Last year it was predicted that the day of the desktop was over - that notebooks and portables were making the clunky old PC into a dinosaur.
This perceived trend suited much of the channel, since margins tend to be higher, but it did not suit the mass of users who still do most of their computing at a desk and want large screens and keyboards.
This year there has been a backlash, according to several research surveys, including one from Banner. Desktop sales are rising, but this balance may be tipped again with a rush of activity that promises to make notebooks more powerful than ever.
The Comdex show in Las Vegas will see a host of new notebooks with desktop capabilities. Toshiba will demonstrate a notebook with a 10-speed CD-Rom.
Hitachi will position its Mx Series as a desktop PC alternative. It will feature advanced multimedia and communications facilities, including a 33.6Kbps cellular-ready modem with a 10Base-T Ethernet port and infrared communications for wireless data transfer. Codenamed Godzilla, it will be the first notebook to use side-port stereo speakers to increase sound quality. It will cost from $4,000 to $5,000.
Apple has been trying to convince its resellers that notebooks will be its salvation and announced a raft of portable models last week. But Apple is seeing its shipments fall. Recent trends seem to mitigate against its desktop models providing it with the sales growth it now seeks - delays in the next release of its operating system and the increasing popularity of Windows - so it has been looking at notebooks as the way forward.

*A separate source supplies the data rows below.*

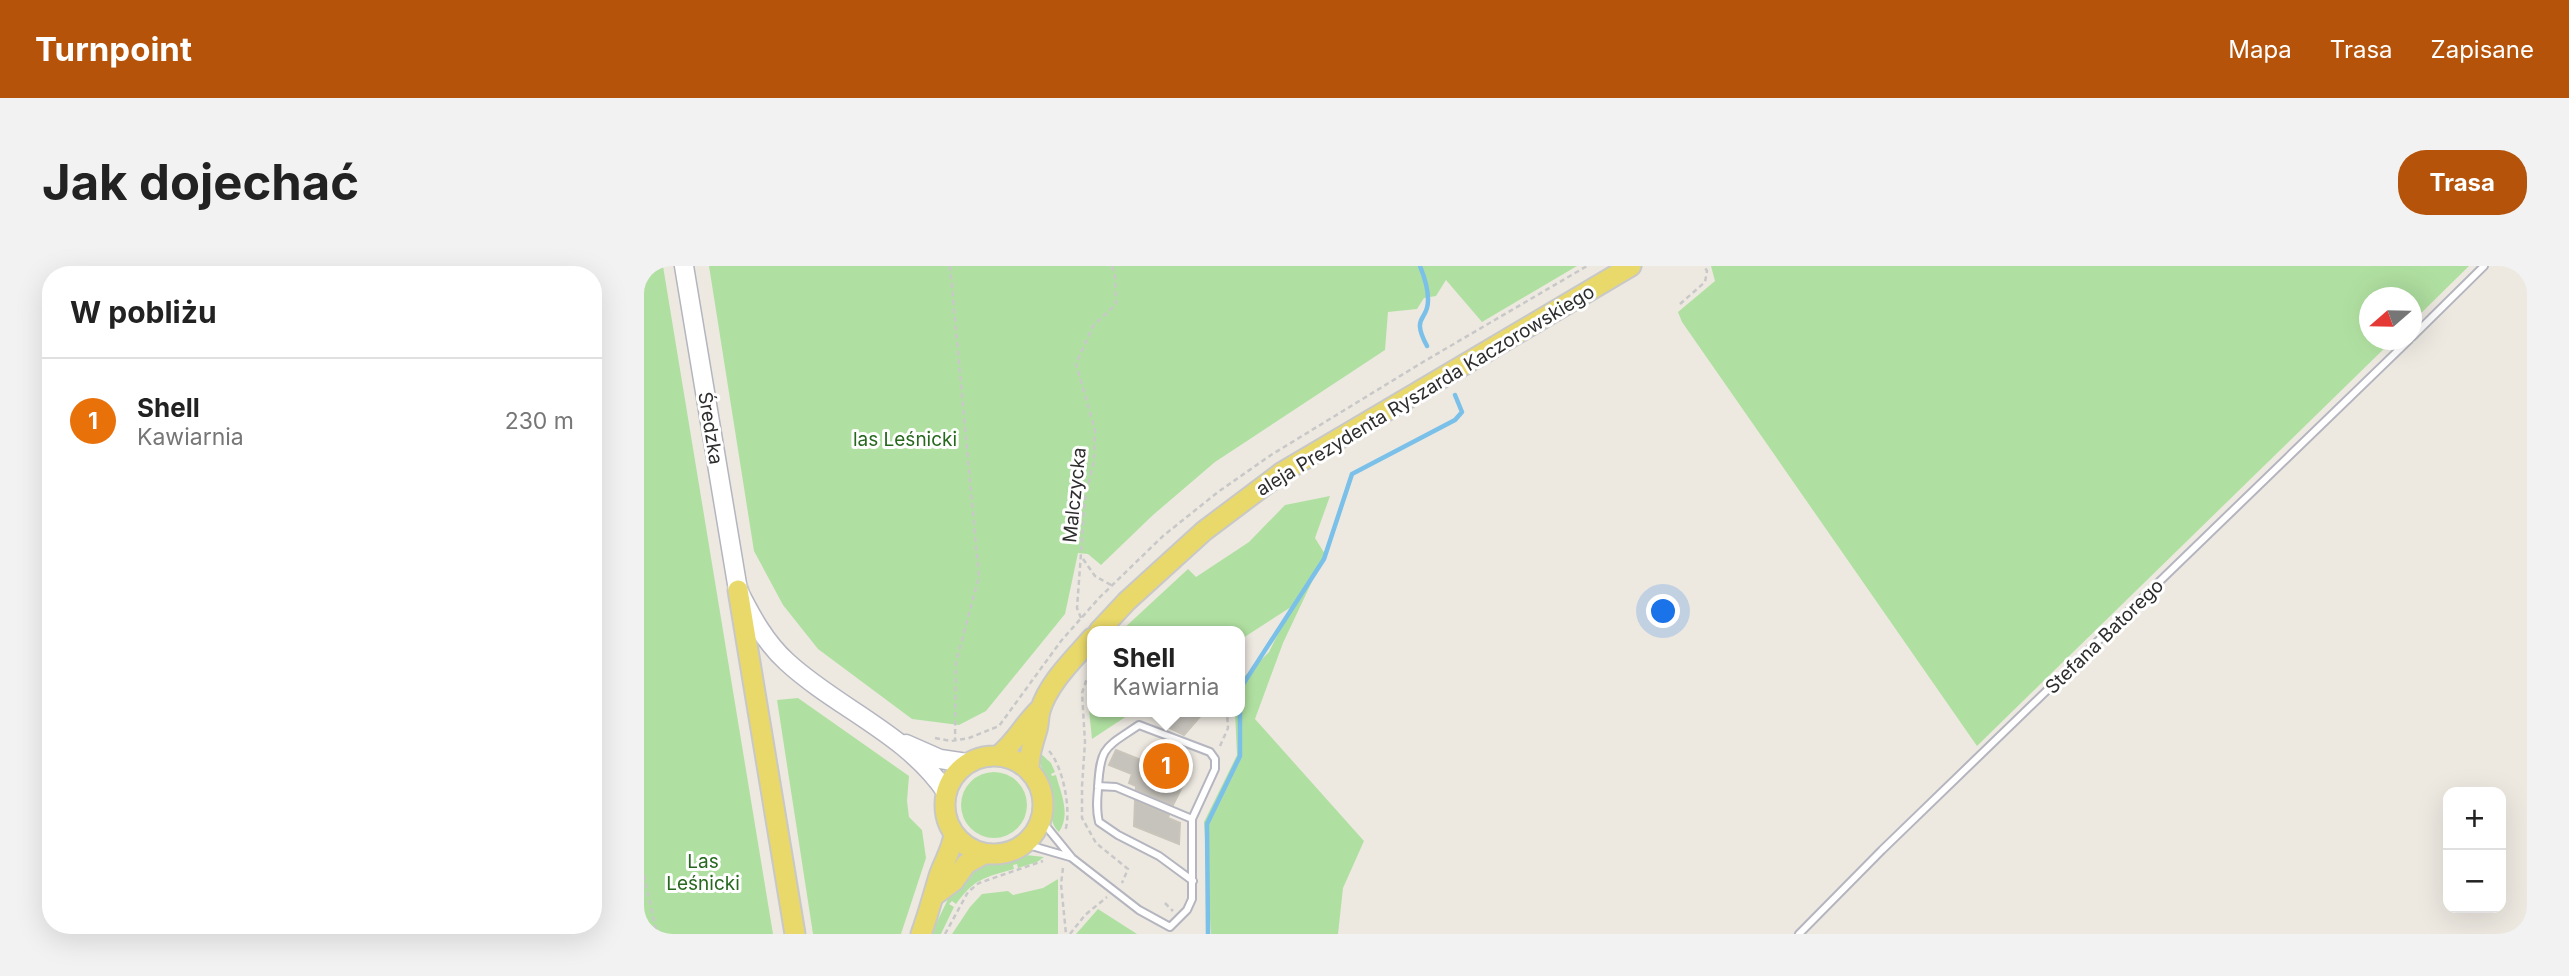 <!DOCTYPE html>
<html lang="pl">
<meta charset="utf-8">
<style>
body{margin:0;font-family:Inter,sans-serif;background:#f2f2f2;color:#222}
.controls{position:absolute;right:21px;bottom:21px;display:grid;overflow:hidden;border-radius:14px;box-shadow:0 7px 28px #0002}
.controls button{width:63px;height:63px;display:grid;place-items:center;padding:0;border:0;border-bottom:2px solid #e0e0e0;background:#fff;color:#222;font:35px sans-serif}
.compass{position:absolute;left:1715px;top:21px;width:63px;height:63px;border-radius:50%;background:#fff;box-shadow:0 7px 28px #0002;rotate:250deg}
.you{position:absolute;left:1020px;top:346px;width:24px;height:24px;margin:-18px;border:5px solid #fff;border-radius:50%;background:#1a73e8;box-shadow:0 0 0 10px #1a73e833}
.badge{display:grid;place-items:center;width:46px;height:46px;border-radius:50%;background:#b45309;color:#fff;font-size:23px;font-weight:700}
.pin{position:absolute;translate:-50% -50%;border:4px solid #fff;box-shadow:0 2px 7px #0006}
.popup{position:absolute;left:443px;top:360px;width:158px;height:91px;box-sizing:border-box;display:grid;place-content:center;border-radius:14px;background:#fff;filter:drop-shadow(0 2px 5px #0005);font-size:23px;white-space:nowrap;color:#767676}
.popup b{font-size:26px;color:#222}
.popup::after{content:'';position:absolute;left:50%;top:100%;margin-left:-14px;border:14px solid transparent;border-top-color:#fff}
.list{margin:0;padding:0;list-style:none}
h2{display:flex;justify-content:space-between;align-items:center;height:91px;margin:0;padding:0 28px;font-size:30px}
h2 small{font-size:23px;font-weight:400;color:#767676}
.list li{display:grid;grid-template-columns:46px 1fr auto;gap:21px;align-items:center;box-sizing:border-box;height:126px;padding:0 28px;border-top:2px solid #e0e0e0}
.list b{display:block;font-size:26px;white-space:nowrap}
.list p{margin:0;font-size:23px;white-space:nowrap;color:#767676}
.list em{font-size:23px;font-style:normal;color:#767676}
.map{position:relative;flex:none;width:1883px;height:668px;overflow:hidden;border-radius:28px}
header{display:flex;align-items:center;gap:42px;box-sizing:border-box;height:98px;padding:0 35px;background:#b45309;color:#fff}
header strong{font-size:33px}
nav{display:flex;gap:38px;margin-inline-start:auto;font-size:24px}
.intro{display:flex;align-items:center;justify-content:space-between;box-sizing:border-box;height:168px;padding:0 42px}
h1{margin:0;font-size:49px}
.button{padding:18px 32px;border-radius:28px;background:#b45309;color:#fff;font-size:24px;font-weight:700}
main{display:flex;gap:42px;padding:0 42px}
aside{flex:1;background:#fff;border-radius:28px;box-shadow:0 7px 28px #0002}
.map>svg:first-child{display:block}
.green{fill:#b0e0a1}
.lines{fill:none;stroke-linecap:round;stroke-linejoin:round}
.stream{stroke:#7bc0e8;stroke-width:4.5}
.building{fill:#c6c3bc;stroke:#c9c5ba;stroke-width:2}
.service-casing{stroke:#b4b5bf;stroke-width:10}
.secondary-casing{stroke:#b4b5bf;stroke-width:21}
.primary-casing{stroke:#c8c8c8;stroke-width:23}
.path{stroke:#c8c8c8;stroke-width:2.5;stroke-dasharray:5 3.5;stroke-linecap:butt}
.service{stroke:#fff;stroke-width:6}
.secondary{stroke:#fff;stroke-width:18}
.primary{stroke:#e9d96a;stroke-width:19}
.labels{text-anchor:middle;stroke-width:6;stroke-linejoin:round;paint-order:stroke}
.street-label{font-size:19px;fill:#2d2d2d;stroke:#fff}
.park-label{font-size:19px;fill:#27681f;stroke:#fff}
</style>
<header>
<strong>Turnpoint</strong>
<nav><a>Mapa</a><a>Trasa</a><a>Zapisane</a></nav>
</header>
<div class="intro"><h1>Jak dojechać</h1><a class="button">Trasa</a></div>
<main>
<aside>
<h2>W pobliżu<small></small></h2>
<ul class="list">
<li><span class="badge" style="background:#e8710a">1</span><div><b>Shell</b><p>Kawiarnia</p></div><em>230 m</em></li>
</ul>
</aside>
<div class="map">
<svg width="1883" height="668" viewBox="0 0 1883 668">
<rect width="100%" height="100%" fill="#ede9e1"/>
<!-- green -->
<path class="green" d="M0 0H19L129 668H0Z
M65 0H933L838 56 802 14 792 30 780 32 773 43 744 46 741 84 571 196 509 249 457 299 444 288 434 287 421 348 342 445 315 459 268 453 174 383 139 339 110 285Z
M1067 0H1825L1768 56V32H1726V74H1749L1333 480 1038 56 1034 46 1071 15Z
M686 230 671 272 681 288 639 377 611 453 720 575 699 622 694 668H567L560 556 593 489 591 446H596V415L625 386 647 341 596 374V365H477L544 303 552 311 605 276 641 239Z
M448 416V446H489L448 473 443 425 445 418Z
M154 432 265 510 263 535 265 551 278 564 282 592 257 668H169L133 434Z
M394 485 407 497 411 506 407 508 408 510 412 509C417 528 427 548 415 566 403 555 410 543 407 529 404 513 395 502 394 485Z
M317 539a33 33 0 1 1 66 0a33 33 0 1 1-66 0Z
M382 589 400 591 393 596 374 602 373 598 369 599 370 603C340 612 331 612 312 638L308 635 305 638 310 641 297 668H287L304 633 328 601 331 605 334 604 332 599C348 594 364 595 382 589Z
M414 613V668H308L326 641 338 628 364 625 369 629 399 622Z
M454 643 493 668H432Z"/>
<g class="lines">
<!-- stream -->
<path class="stream" d="M776 0C780 10 784 22 784 33 785 56 766 48 783 80
M564 668 563 558 596 490V423L680 293 708 208 811 154 818 146 811 129"/>
</g>
<!-- building -->
<path class="building" d="M533 446H560L540 469 521 460Z
M472 484 512 500 517 488 548 501 529 539 492 523V520L485 517 488 508 465 499Z
M491 535 525 549 524 552 536 557 535 578 490 560Z"/>
<g class="lines">
<defs>
<path id="service" d="M1768 71 1840 0
M454 520 472 521 548 553
M397 554 428 592 495 644 526 661 543 644 548 633V553L571 503V493L566 486 495 459C461 482 456 480 454 523 453 534 452 544 455 556L474 569 515 590 549 615
M381 578 426 591
M1155 668 1238 584 1765 74"/>
<path id="secondary" d="M40 0 94 324C107 350 121 376 143 396 193 442 263 468 302 526
M262 478 296 493 323 497"/>
<path id="primary" d="M94 324 151 668
M455 365 483 335 560 265 637 207 987 0
M301 539a49 49 0 1 1 98 0a49 49 0 1 1-98 0Z
M354 490C371 477 380 458 396 443
M385 505C385 490 388 480 392 467 395 460 394 452 396 445 404 417 430 393 448 372
M291 629 310 615 322 598 340 588
M277 668C284 649 289 630 295 610 300 595 308 584 310 568"/>
</defs>
<!-- service casing -->
<use href="#service" class="service-casing"/>
<!-- secondary casing -->
<use href="#secondary" class="secondary-casing"/>
<!-- primary casing -->
<use href="#primary" class="primary-casing"/>
<!-- path -->
<path class="path" d="M306 0 335 311 312 396 311 475
M1036 38 1061 16 1063 5 1060 0
M439 293 451 310 467 319
M437 352 433 342 441 233 450 194 451 164 432 98 449 60 472 38 471 10 468 0
M448 408 442 415 438 427 441 476 438 520V552L452 577 484 603 478 617
M291 472 307 475 325 472 355 460 417 375 455 332 519 270 574 226 627 189 779 96 943 0
M576 480 584 462 583 446
M405 485C419 500 428 546 421 565
M419 602 417 618 422 668
M0 609 13 668
M521 637 529 645
M301 668 324 626 335 617 399 595
M426 668 441 649 463 631"/>
<!-- service -->
<use href="#service" class="service"/>
<!-- secondary -->
<use href="#secondary" class="secondary"/>
<!-- primary -->
<use href="#primary" class="primary"/>
</g>
<g class="labels">
<!-- street labels -->
<g class="street-label">
<text transform="translate(781 124) rotate(-31)" y="7">aleja Prezydenta Ryszarda Kaczorowskiego</text>
<text transform="translate(67 162) rotate(81)" y="7">Średzka</text>
<text transform="translate(430 229) rotate(-84)" y="7">Malczycka</text>
<text transform="translate(1460 370) rotate(-44)" y="7">Stefana Batorego</text>
</g>
<!-- park labels -->
<g class="park-label">
<text x="261" y="180">las Leśnicki</text>
<text x="59" y="602">Las<tspan x="59" dy="22">Leśnicki</tspan></text>
</g>
</g>
</svg>
<div class="controls">
<button>+</button>
<button>−</button>
</div>
<svg class="compass" viewBox="-18 -18 36 36"><path d="M0-13l5 13h-10z" fill="#e53935"/><path d="M0 13l5-13h-10z" fill="#767676"/></svg>
<div class="you"></div>
<div class="pin badge" style="left:522px;top:500px;background:#e8710a">1</div>
<div class="popup"><b>Shell</b>Kawiarnia</div>
</div>
</main>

But the launch last week of a revamped Newton handheld computer pointed to some of the problems that have frustrated Apple resellers in the past.
Newton was technically advanced with its pen-based interface and handwriting recognition software, but sold only 50,000 units last year. The new version is targeted at a smaller niche, particularly white collar workers and education. There is a specific version for education - one of Apple's strongest sectors - called the eMate 300, which costs $800 and will be sold exclusively to schools.
But the companies that will really benefit if notebooks revive against desktops and start to edge closer to 50 per cent market share are those in Taiwan. The country will eclipse Japan as the world's leading manufacturer of notebooks this year, according to Taipei estimates published last week.
Six of the companies will go public in the next few months to raise capital to extend production, and next year the island will supply at least 40 per cent of the world's notebooks.
While predictions that notebooks would make desktops redundant seem unlikely now, it is more likely that total PC sales will continue to rise, with notebooks booming in specific and largely under-developed application areas.